Caroline Aigle est une pilote de chasse, commandant dans l'Armée de l'air française, née le 12 septembre 1974 à Montauban et morte le 21 août 2007 à Dijon. Elle est, en 1999, la première femme pilote de chasse affectée à un escadron de combat de l'Armée de l'air.
Issue d'une famille lorraine, née à Montauban, Caroline Aigle parcourt très jeune une bonne partie de l'Afrique où son père sert comme médecin militaire, avant de rejoindre à quatorze ans le lycée militaire de Saint-Cyr où elle reste jusqu'en classe de terminale.

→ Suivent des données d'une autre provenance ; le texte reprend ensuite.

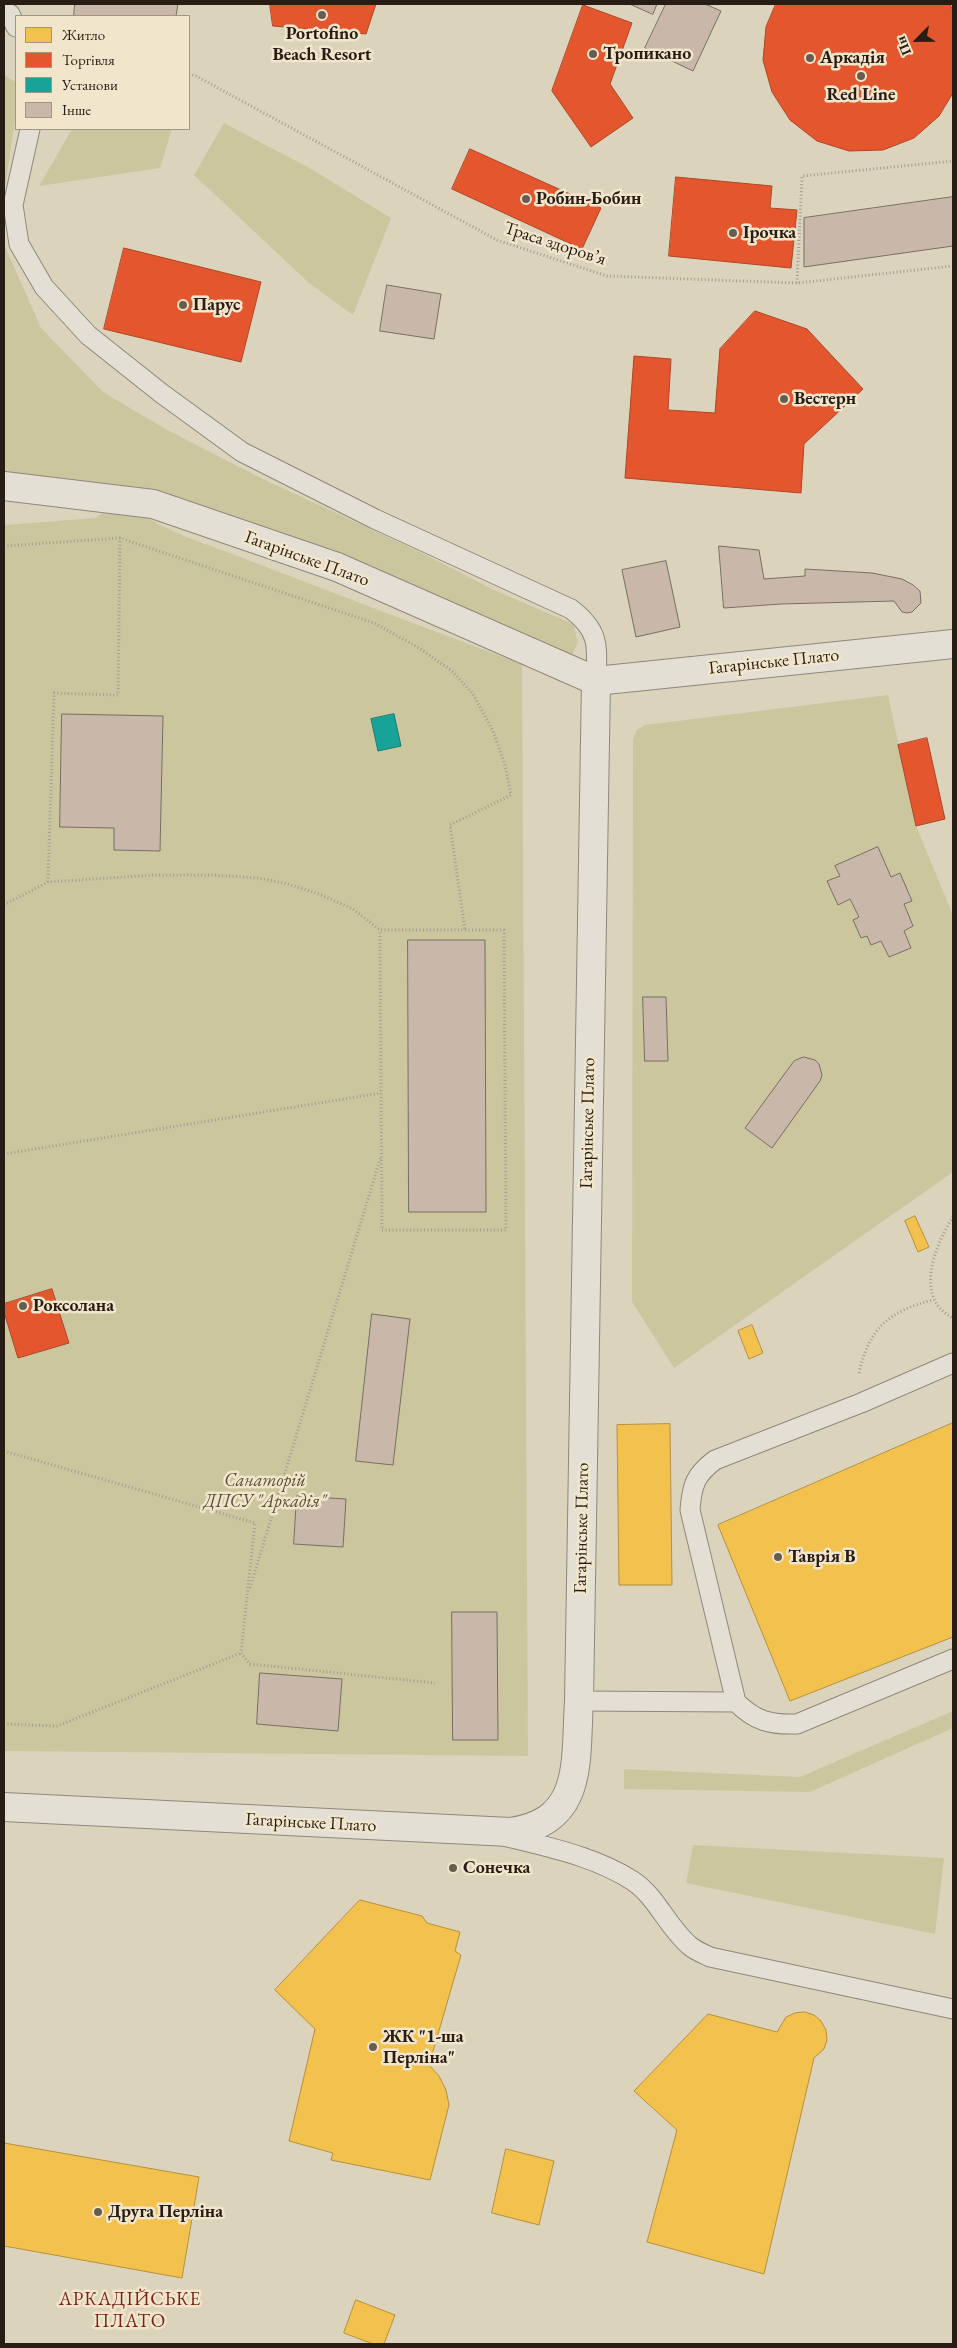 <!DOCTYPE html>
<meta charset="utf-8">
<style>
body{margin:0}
#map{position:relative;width:957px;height:2348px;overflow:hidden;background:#dcd3bd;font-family:"EB Garamond",serif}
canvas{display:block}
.frame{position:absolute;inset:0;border:5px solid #281d14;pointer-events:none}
.legend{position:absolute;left:15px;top:15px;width:175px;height:115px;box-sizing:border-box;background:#f1e6cc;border:1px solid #a19682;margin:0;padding:6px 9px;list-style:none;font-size:15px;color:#281d14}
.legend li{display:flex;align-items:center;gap:10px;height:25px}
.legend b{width:25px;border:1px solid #a19682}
.north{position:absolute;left:892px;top:15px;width:50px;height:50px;-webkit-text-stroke:4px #f1e6cc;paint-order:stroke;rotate:247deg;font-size:14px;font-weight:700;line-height:20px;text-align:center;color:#281d14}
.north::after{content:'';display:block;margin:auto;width:18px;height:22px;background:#281d14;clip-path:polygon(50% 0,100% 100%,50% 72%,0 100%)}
</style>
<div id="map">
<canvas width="957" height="2348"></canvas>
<div class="frame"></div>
<ul class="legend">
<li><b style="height:14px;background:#f2c14e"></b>Житло</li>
<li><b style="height:14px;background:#e4572e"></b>Торгівля</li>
<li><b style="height:14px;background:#17a398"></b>Установи</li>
<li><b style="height:14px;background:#c9b8a9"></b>Інше</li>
</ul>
<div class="north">Пн</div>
</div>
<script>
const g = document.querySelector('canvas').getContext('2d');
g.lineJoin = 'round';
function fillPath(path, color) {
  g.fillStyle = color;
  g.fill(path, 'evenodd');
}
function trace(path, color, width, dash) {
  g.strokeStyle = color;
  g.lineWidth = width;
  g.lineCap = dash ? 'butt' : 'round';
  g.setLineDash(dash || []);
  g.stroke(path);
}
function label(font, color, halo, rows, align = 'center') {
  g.font = font + ' "EB Garamond",serif';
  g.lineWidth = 5;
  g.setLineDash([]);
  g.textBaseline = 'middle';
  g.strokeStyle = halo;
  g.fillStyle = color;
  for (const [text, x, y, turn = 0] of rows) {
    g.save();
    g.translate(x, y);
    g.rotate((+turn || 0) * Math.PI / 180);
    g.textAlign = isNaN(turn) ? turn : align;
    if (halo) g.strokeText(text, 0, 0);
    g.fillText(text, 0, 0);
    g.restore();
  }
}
const green = new Path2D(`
 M4 75 16 82V112L4 196Z
 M224 123 313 170 391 218 353 315 309 283 194 175Z
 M72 129H172L160 168 39 186Z
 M4 244 41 328 103 392 169 431 261 478 420 552 494 590 573 624 578 642 570 660 345 560 158 490 4 472Z
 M131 506C161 532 212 545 248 560 339 595 431 630 522 664L528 1756 4 1751V525L96 518 110 507Z
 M888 695 916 826 953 915V1172L674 1368 632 1302 633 739 637 730 645 725Z
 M953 1711V1728L810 1792 624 1789V1769L800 1777Z
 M693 1845 944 1858 935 1934 686 1883Z`);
const homes = new Path2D(`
 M915 1216 929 1247 918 1252 905 1221Z
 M752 1325 763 1353 749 1359 738 1331Z
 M953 1423V1637L790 1701 718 1525Z
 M670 1424 672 1585H619L617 1425Z
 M360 1900 422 1916 427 1923 460 1932 455 1951 461 1955 429 2065 439 2076 446 2090 449 2105 430 2180 331 2160 333 2153 289 2141 315 2029 275 1990Z
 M805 2012 814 2015 821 2021 826 2030 827 2040 824 2049 814 2058 764 2274 647 2242 677 2130 634 2091 708 2014 777 2032 786 2017 795 2013Z
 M4 2143 199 2177 182 2278 4 2246Z
 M506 2149 554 2161 539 2225 492 2213Z
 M356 2300 395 2315 384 2344H373L344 2333Z`);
const shops = new Path2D(`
 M270 4H376L366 34 273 26Z
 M776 4H950L953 11V93L939 116 914 138 883 150 849 151 817 141 790 120 772 92 763 60 766 27Z
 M583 5 632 23 610 84 633 118 591 147 552 91Z
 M470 149 601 208 582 249 452 189Z
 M676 177 772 186 770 208 797 210 791 268 669 256Z
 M124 248 261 282 241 362 104 329Z
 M755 311 807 329 863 389 804 444 801 493 625 478 634 356 671 359 668 410 715 413 720 349Z
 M927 738 945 819 916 826 898 745Z
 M52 1289 69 1343 18 1358 4 1312V1304Z`);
const public = new Path2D(`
 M394 714 401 746 378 751 371 719Z`);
const building = new Path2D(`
 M75 4H178L176 16H74Z
 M630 4H657L653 14Z
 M666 4H705L721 11 693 71 645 48Z
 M953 197V246L804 267V218Z
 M387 285 441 294 434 339 380 331Z
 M719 546 759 550 764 579 805 576V569L872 573 902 579 913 585 920 591 921 603 912 612 907 613 902 612 894 601 781 604 724 608Z
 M666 561 680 627 636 637 622 570Z
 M62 714 163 716 160 851 114 850V828L60 827Z
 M878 847 891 877 900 873 912 901 904 904 913 926 904 931 911 948 889 957 881 941 871 945 867 936 861 938 853 920 859 917 850 899 838 905 827 881 840 876 835 866Z
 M408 940H485L486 1212H409Z
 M643 997H666L668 1061H645Z
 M804 1057 815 1060 819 1064 822 1075 820 1081 772 1148 745 1128 794 1061Z
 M372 1314 410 1319 393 1465 356 1461Z
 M297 1496 346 1499 343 1547 294 1544Z
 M452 1612H497L498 1740H453Z
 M260 1673 342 1679 338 1731 257 1724Z`);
const path = new Path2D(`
 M189 74 196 76 497 240 607 276 797 283 953 266
 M797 283 802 176 953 161
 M4 546 120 538 374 623 419 648 452 671 473 694 493 731 505 765 511 795 450 825 465 930
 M48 882 54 693 118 695 120 538
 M4 905 48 882 154 875H212L258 878 288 884 319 894 353 909 380 930H504L506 1230H382L380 930
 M4 1154 381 1093
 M953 1217C935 1245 913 1298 953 1318
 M859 1373C869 1328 889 1311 933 1300
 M4 1451 255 1523 241 1653 250 1664 435 1683
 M250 1588 381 1156
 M4 1724 57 1726 241 1653`);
const lane = new Path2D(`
 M4 12 10 14 16 27
 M30 129 13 205 19 244 44 287 88 335 161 393 242 452 375 519 571 609C601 632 597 647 596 681
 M953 1363 861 1403 715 1460C695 1475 692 1485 690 1510L736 1702C755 1721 770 1725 797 1724L953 1659
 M579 1701 736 1702
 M504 1836C547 1847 595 1856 633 1881 657 1897 668 1928 690 1946 696 1951 704 1954 710 1957L953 2009`);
const street = new Path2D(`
 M4 486 153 504 337 567 596 681 953 644
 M4 1807 510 1832C585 1822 575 1760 579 1701L596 681`);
const markers = [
 [322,15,5,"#675d4f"],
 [593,54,5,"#675d4f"],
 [810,58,5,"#675d4f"],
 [861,76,5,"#675d4f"],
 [526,199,5,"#675d4f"],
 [733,233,5,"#675d4f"],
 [183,305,5,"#675d4f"],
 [784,399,5,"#675d4f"],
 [23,1306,5,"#675d4f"],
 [778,1557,5,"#675d4f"],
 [453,1868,5,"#675d4f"],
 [373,2047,5,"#675d4f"],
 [98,2212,5,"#675d4f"]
];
const poiNames = [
 ["Portofino",322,34,"center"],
 ["Beach Resort",322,55,"center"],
 ["Тропикано",603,54],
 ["Аркадія",820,58],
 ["Red Line",861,95,"center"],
 ["Робин-Бобин",536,199],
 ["Ірочка",743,233],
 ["Парус",193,305],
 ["Вестерн",794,399],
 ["Роксолана",33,1306],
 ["Таврія В",788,1557],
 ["Сонечка",463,1868],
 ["ЖК \"1-ша",383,2037],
 ["Перліна\"",383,2058],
 ["Друга Перліна",108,2212]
];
const streetNames = [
 ["Траса здоров’я",555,244,18],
 ["Гагарінське Плато",307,559,20],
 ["Гагарінське Плато",774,662,-6],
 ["Гагарінське Плато",588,1123,-89],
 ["Гагарінське Плато",582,1528,-89],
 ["Гагарінське Плато",311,1823,3]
];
const parkNames = [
 ["Санаторій",265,1481],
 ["ДПСУ \"Аркадія\"",265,1502]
];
const neighbourhoodNames = [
 ["АРКАДІЙСЬКЕ",130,2300],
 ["ПЛАТО",130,2322]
];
fillPath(green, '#ccc69f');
fillPath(homes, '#f2c14e');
trace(homes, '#b5903d', 1);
fillPath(shops, '#e4572e');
trace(shops, '#ac4626', 1);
fillPath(public, '#17a398');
trace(public, '#1c7b70', 1);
fillPath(building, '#c9b8a9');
trace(building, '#766f63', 1);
trace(lane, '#8e887a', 21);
trace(street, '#8e887a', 30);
trace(path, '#a19d93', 3, [1, 2.5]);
trace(lane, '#e4dfd4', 19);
trace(street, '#e4dfd4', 28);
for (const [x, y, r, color] of markers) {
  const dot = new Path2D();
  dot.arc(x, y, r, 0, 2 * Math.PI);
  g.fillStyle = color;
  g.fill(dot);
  trace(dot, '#f1e6cc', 2);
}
label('bold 18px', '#281d14', '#f1e6cc', poiNames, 'left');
label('18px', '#281d14', '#f1e6cc', streetNames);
label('italic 18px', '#554d36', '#f1e6cc', parkNames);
g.letterSpacing = '1px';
label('19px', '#7a1f14', '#f1e6cc', neighbourhoodNames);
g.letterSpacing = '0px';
</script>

Elle effectue ensuite sa préparation aux grandes écoles scientifiques au Prytanée national militaire de La Flèche (mathématiques supérieures et mathématiques spéciales M'). En 1994, elle est admise à la fois à l'École polytechnique et l'École normale supérieure, et choisit Polytechnique. Les élèves de cette école ayant le statut militaire, elle effectue sa période militaire de 1994 à 1995 au 13e bataillon de chasseurs alpins. Durant sa scolarité, elle fait partie de celles qui militent, avec succès, pour que les polytechniciennes puissent porter le bicorne, symbole traditionnel de l'école, qui jusque là était porté seulement par les élèves masculins.
À l'issue de ses études à l'X, elle sert dans l'Armée de l'air. En septembre 1997, elle intègre donc celle-ci et commence sa formation au pilotage en ralliant la « division des vols » qui correspond à la troisième et dernière année de l'École de l'air. Elle reçoit son « poignard » d'officier en même temps qu'une autre femme, Énora Chame, qui écrira plus tard un livre relatant sa participation à la MISNUS.

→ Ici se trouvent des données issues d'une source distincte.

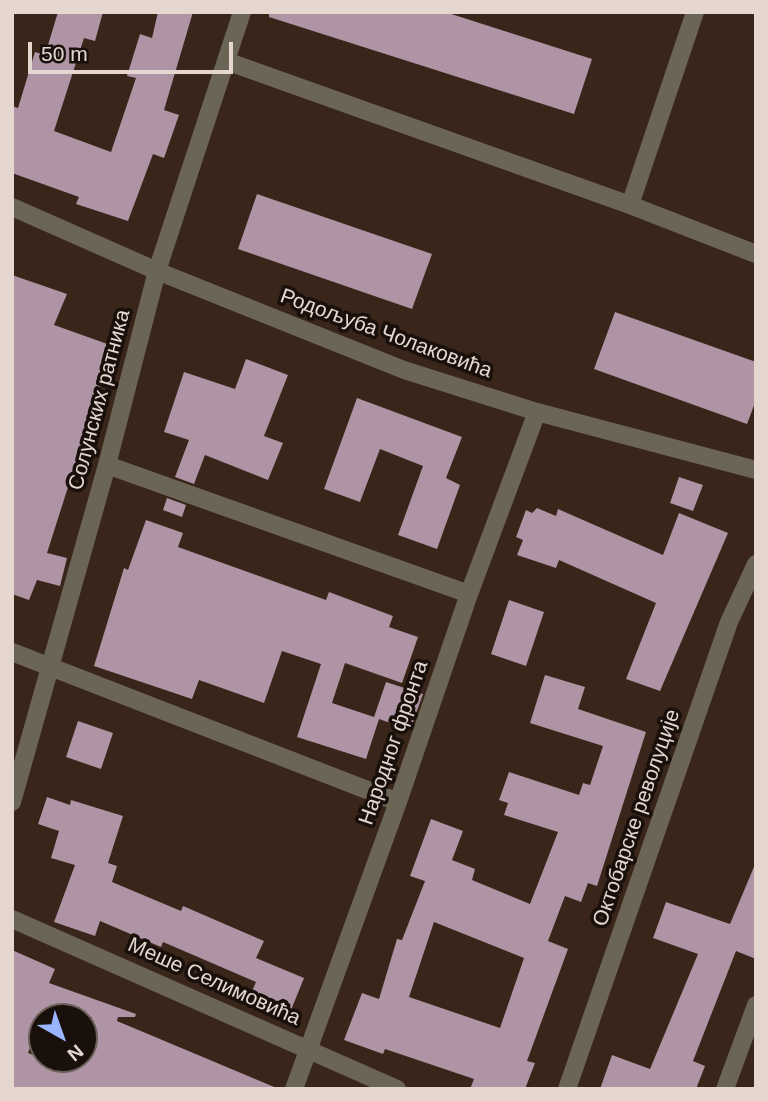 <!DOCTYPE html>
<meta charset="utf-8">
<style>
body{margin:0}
#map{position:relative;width:768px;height:1101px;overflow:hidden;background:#392519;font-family:Helvetica,sans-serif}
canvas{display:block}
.frame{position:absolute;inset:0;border:14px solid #e5d7cf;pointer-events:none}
.north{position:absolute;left:28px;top:1003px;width:70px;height:70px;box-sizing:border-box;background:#1a100b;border:2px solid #6b6059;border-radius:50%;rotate:140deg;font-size:19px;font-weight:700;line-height:28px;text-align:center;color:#e5d7cf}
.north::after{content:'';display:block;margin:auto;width:24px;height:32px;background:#99b5fd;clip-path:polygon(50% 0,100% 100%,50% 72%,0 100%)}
.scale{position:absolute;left:28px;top:42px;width:205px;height:32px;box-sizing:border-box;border:4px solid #e5d7cf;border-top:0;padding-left:9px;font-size:21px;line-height:24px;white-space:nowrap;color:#e5d7cf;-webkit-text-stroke:5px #1a100b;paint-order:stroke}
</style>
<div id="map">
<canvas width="768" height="1101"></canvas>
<div class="frame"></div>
<div class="north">N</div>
<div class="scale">50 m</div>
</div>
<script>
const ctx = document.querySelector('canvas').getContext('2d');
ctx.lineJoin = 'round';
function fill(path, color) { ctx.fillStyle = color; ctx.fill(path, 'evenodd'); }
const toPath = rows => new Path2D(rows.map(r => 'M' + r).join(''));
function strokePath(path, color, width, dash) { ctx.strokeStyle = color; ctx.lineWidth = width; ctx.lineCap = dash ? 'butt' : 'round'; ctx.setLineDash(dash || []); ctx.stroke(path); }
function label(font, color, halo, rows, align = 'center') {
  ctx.font = font + ' Helvetica,sans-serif'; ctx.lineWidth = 7; ctx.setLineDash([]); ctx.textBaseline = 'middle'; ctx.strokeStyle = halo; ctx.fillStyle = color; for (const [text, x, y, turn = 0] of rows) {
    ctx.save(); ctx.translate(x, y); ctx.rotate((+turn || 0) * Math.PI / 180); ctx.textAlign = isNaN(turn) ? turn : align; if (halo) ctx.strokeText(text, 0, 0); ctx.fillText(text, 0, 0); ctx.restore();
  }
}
const building = toPath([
 [58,12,103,12,95,41,84,38,54,131,111,152,136,78,127,76,140,34,152,38,158,12,193,12,164,110,179,115,164,158,153,154,128,221,76,204,79,197,12,173,12,106,18,108,35,52,45,55],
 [269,12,445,12,592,59,574,114,269,17],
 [257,194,432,254,412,309,238,249],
 [12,275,67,294,54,325,113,346,47,553,67,558,60,586,37,580,29,600,12,594],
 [615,312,756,362,756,400,747,424,594,369],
 [246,359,288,375,264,436,283,443,268,480,205,455,194,484,175,477,189,440,164,432,184,372,235,389],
 [357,398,462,437,446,478,460,485,437,549,398,535,423,466,380,449,360,502,324,489],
 [679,477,703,485,693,511,670,503],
 [167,498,186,505,182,517,163,510],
 [537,508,556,516,558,509,663,555,679,513,728,533,660,691,626,679,656,603,559,560,556,568,517,555,523,540,516,537,526,510,532,513],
 [146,520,183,533,178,547,326,600,329,592,393,616,389,627,418,637,402,683,345,663,332,703,374,717,386,682,423,694,410,730,379,719,366,759,297,737,321,664,282,651,264,703,199,680,192,699,94,666,124,568,128,570],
 [509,600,544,612,526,666,491,654],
 [545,675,585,687,578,709,646,732,597,886,588,883,581,902,565,896,548,941,568,949,527,1061,535,1063,525,1089,470,1089,474,1079,385,1049,383,1054,344,1040,362,993,379,999,397,939,402,940,425,881,410,876,431,819,463,831,452,860,475,869,472,880,530,904,558,832,504,815,508,803,499,800,509,772,579,795,583,783,590,785,603,746,530,723],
 [434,922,524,958,500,1028,409,997],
 [78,721,113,733,101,769,66,757],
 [47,797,70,805,71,800,123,816,108,863,117,866,112,882,181,911,183,906,264,941,256,958,304,978,289,1015,249,998,256,982,163,942,161,947,100,921,95,936,54,922,75,865,51,858,59,831,38,824],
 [756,862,756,959,736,951,693,1061,705,1066,696,1089,600,1089,612,1055,650,1069,698,954,653,938,666,902,730,924],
 [12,950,55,969,49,983,136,1014,135,1017,118,1017,117,1021,279,1089,12,1089],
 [42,1017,92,1017,84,1037,84,1059,76,1059,72,1069,28,1053]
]);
const minor = toPath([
 [226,61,630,205,756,254],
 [630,205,695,12],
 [12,207,157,271,404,370,537,412,756,470],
 [107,465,469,594],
 [12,652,398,802],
 [12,802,107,465,157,271,242,12],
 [12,919,397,1089],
 [294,1089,398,802,469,594,537,412],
 [567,1089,729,622,756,564],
 [725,1089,756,1005]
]);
const streetNames = [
 ["Родољуба Чолаковића",386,334,20],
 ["Солунских ратника",100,400,-75],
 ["Народног фронта",394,743,-71],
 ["Октобарске револуције",637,818,-71],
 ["Меше Селимовића",214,982,24]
];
fill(building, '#ae94a4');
strokePath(minor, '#6b6555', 18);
label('21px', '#e5d7cf', '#1a100b', streetNames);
</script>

Le 28 mai 1999, Caroline Aigle est brevetée pilote de chasse en Alpha Jet à la base aérienne 705 de Tours ; elle reçoit son « macaron » des mains du général d'armée aérienne Jean Rannou, chef d'état-major de l'Armée de l'air.
En 2000, elle intègre la base aérienne 115 d'Orange dans l'escadron de chasse 2/5 Île-de-France et effectue sa formation en Mirage 2000. Elle est affectée au Mirage 2000-5 à l'escadron de chasse 2/2 Côte-d'Or à la BA 102 de Dijon, en 2000. Puis elle devient commandant d'escadrille à partir de 2005 (escadrille SPA 57 Mouette).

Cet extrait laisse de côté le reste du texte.